D.R. Horton filed the motion on Friday with the state Land Use Commission and the last-minute move is raising eyebrows among opponents who are trying to stop the controversial project known as Hoopili.
At issue is whether a delay would push a final decision past the end of June, when the terms of two commissioners expire. They will be replaced by appointees of Gov. Neil Abercrombie who has said that he supports the project.
“The new people would be Abercrombie people and the administration has been favorable to the development,” said Kioni Dudley, president of Friends of Makakilo, a chief opponent of the development.
An executive at D.R. Horton brushed off the notion that the company is trying to get a more favorable commission. Cameron Nekota, an executive vice president, said the company is asking for an extension in order to clarify a constitutional issue.
The developer has requested three weeks to file legal briefs in the case, with a one week opportunity for opponents to respond.
“After a five year process, we want to make sure everything is covered and that the commission has everything it needs to make a fair decision in this case,” Nekota said. “From our perspective, it’s been a long process that has attracted much scrutiny. We want to make sure the commission has all that (information).”

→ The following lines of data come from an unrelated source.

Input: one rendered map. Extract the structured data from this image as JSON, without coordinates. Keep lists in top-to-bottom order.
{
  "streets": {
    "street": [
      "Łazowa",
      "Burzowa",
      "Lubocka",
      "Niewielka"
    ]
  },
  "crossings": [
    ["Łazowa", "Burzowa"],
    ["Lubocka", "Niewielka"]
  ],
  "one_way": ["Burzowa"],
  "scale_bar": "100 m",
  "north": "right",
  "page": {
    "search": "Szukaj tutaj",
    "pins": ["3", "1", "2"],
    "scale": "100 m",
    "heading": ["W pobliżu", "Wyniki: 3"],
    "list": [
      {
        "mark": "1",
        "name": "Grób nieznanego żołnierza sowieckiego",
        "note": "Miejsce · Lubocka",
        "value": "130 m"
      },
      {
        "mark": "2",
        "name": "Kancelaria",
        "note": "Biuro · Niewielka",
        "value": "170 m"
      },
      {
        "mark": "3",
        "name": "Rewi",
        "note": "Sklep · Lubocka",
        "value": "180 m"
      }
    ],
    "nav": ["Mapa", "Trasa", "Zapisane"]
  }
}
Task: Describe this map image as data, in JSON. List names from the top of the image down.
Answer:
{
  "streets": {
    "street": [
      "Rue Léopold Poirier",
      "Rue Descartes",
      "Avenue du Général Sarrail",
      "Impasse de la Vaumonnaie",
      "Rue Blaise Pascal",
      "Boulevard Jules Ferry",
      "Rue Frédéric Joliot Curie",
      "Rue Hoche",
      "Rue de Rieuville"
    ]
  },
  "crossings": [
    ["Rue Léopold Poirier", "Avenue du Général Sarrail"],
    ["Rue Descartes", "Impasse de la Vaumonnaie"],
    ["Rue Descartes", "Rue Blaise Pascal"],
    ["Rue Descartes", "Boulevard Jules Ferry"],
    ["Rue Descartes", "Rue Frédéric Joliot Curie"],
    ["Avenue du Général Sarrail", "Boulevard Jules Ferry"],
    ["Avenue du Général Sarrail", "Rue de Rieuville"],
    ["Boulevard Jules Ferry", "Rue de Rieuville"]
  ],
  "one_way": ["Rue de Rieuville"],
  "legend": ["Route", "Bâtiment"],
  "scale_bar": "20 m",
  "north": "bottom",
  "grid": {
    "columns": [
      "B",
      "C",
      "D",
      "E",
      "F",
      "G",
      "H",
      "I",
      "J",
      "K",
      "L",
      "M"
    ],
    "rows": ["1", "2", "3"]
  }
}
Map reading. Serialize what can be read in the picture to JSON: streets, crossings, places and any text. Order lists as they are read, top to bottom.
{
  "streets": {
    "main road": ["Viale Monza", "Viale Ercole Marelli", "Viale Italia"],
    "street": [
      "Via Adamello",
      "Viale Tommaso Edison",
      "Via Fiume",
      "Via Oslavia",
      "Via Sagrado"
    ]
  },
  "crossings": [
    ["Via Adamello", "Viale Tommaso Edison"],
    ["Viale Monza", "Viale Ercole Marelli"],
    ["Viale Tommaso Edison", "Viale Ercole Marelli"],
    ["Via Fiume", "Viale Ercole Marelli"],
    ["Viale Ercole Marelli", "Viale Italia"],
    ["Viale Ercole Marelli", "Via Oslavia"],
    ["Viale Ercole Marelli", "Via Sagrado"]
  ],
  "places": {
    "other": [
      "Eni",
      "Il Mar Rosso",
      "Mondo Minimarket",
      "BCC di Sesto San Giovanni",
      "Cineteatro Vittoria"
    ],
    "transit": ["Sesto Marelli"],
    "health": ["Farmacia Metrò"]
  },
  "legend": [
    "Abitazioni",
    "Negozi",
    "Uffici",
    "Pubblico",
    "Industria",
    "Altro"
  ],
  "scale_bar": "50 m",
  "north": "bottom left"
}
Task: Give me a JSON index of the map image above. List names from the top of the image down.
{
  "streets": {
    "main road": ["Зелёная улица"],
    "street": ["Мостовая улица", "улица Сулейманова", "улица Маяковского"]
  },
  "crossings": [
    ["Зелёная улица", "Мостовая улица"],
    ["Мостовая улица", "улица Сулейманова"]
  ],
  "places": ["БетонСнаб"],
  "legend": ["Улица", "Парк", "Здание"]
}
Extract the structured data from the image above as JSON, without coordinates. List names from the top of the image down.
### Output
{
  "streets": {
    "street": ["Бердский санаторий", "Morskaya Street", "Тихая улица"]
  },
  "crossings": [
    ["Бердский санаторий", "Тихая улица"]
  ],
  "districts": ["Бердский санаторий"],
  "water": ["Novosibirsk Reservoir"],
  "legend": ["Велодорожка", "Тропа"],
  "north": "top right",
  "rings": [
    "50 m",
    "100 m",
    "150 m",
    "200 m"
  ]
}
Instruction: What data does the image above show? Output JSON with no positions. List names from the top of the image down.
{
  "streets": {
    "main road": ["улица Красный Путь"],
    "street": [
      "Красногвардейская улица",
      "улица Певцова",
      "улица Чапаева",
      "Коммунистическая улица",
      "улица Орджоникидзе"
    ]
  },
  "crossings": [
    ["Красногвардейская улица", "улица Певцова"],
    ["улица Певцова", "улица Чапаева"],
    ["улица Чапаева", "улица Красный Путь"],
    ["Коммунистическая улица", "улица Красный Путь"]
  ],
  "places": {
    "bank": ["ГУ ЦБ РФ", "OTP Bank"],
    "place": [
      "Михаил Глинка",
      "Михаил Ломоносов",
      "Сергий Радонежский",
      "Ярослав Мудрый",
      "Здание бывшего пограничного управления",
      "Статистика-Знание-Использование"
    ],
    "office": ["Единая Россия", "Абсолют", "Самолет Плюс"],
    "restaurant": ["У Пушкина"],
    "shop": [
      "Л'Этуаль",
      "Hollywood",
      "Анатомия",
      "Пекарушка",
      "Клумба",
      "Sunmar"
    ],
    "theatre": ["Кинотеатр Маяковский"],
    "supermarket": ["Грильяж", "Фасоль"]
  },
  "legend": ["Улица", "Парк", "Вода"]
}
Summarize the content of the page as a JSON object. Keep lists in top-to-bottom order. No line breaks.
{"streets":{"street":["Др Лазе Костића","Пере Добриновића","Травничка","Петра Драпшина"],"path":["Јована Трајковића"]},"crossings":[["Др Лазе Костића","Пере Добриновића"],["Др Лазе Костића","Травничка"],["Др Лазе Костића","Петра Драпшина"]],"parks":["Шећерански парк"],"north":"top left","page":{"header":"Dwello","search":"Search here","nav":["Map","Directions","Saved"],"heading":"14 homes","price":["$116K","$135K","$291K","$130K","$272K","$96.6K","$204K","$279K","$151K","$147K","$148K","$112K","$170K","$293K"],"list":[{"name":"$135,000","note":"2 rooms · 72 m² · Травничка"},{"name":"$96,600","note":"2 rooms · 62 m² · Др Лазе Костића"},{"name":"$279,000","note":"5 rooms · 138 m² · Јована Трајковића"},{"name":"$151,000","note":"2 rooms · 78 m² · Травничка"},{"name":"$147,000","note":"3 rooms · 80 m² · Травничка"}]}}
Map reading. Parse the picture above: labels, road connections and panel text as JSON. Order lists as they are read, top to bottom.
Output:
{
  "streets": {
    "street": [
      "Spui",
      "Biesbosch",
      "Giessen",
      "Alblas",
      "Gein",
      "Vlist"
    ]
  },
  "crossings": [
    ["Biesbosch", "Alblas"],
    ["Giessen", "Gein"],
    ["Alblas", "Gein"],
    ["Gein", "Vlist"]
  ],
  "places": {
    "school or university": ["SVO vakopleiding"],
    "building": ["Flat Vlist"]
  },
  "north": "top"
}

This is D.R. Horton’s second attempt to convince the commission to reclassify more than 1,000 acres of prime agricultural land to urban use. Last time, the commission rejected its petition saying that the company had failed to provide an adequate timeline for completing the project.
Other intervenors in the case include the Sierra Club and Sen. Clayton Hee, who is being represented by attorney Eric Seitz.
Seitz said he plans to object to D.R.Horton’s motion and that the commission’s schedule for the proceedings was aimed at concluding the process before members left the commission.
“To bring something like this up at the last minute is just bizarre,” Seitz said.
The terms of Normand Lezy, chair of the commission, and Lisa Judge expire June 30. Abercrombie has already appointed Lance Inouye, president and CEO of Ralph S. Inouye Co., a general contractor and developer of government properties and commercial real estate, to fill Lezy’s position. A replacement for Judge has not been announced.
New commissioners could vote on the case even though they haven’t sat through the quasi-judicial proceedings. But they must attest to having read all of the documents and files in the case. The case has stretched out over the past eight months and both sides have presented hours of testimony on issues including the loss of farmland, traffic impacts, the impact on water resources and expected job creation.
At least six of the nine members on the commission must approve D.R. Horton’s petition to reclassify the land.
The commission is also up against a July 26 deadline — if commissioners don’t make a decision by then, D.R. Horton’s petition is automatically granted.
D.R. Horton has been trying to reclassify the land, which it currently leases to two of Hawaii’s largest farms, for nearly six years.
A central argument of Hoopili opponents is that reclassifying the prime agricultural land violates the state constitution, which states that important agricultural land be protected. In 2008, the Legislature directed all counties to identify important ag lands that would remain classified as such in perpetuity unless changed by a two-thirds vote of lawmakers. The counties have been slow to implement the law, and opponents have argued that Hoopili lands would have received this special designation.
It’s this issue that D.R. Horton says it wants to clarify for the commission.
Opponents argue that “the constitution mandates the preservation of agricultural lands, and they certainly argued that in front of the commission for the last year now,” Nekota said. “We’re mainly clarifying it from our perspective. We just don’t want any commissioner to think that they can not do that.”
But opponents say it’s too late for D.R. Horton to be coming to the commission about the issue now, when it’s been a central component of the whole case.
“My take is that it is eight months too late,” said Seitz.
Both sides are also gearing up for a potential appeal of the commission’s decision.
The Sierra Club told Civil Beat that if the commission grants D.R. Horton’s petition, it will appeal the decision in court.
Seitz said it was premature to comment on the possibility of an appeal. But he did say that he had approached the proceedings in a way that created a record that would support an appeal if necessary.
D.R. Horton is preparing too, and wants the extension of time in order to more fully address the constitutional issue, said Nekota.
“The decision and order that we filed runs through the findings of fact and law, it provides a roadmap. It doesn’t speak specifically to that issue (of the constitutionality of reclassifying important ag lands) because it’s not the forum in which we would make that argument,” he said. “It’s really outside the decision and order itself. You would think that the ability to file legal briefs in the end makes the record a lot cleaner if someone were to appeal.”
The commission is expected to consider D.R. Horton’s request for an extension at the start of proceedings on Tuesday.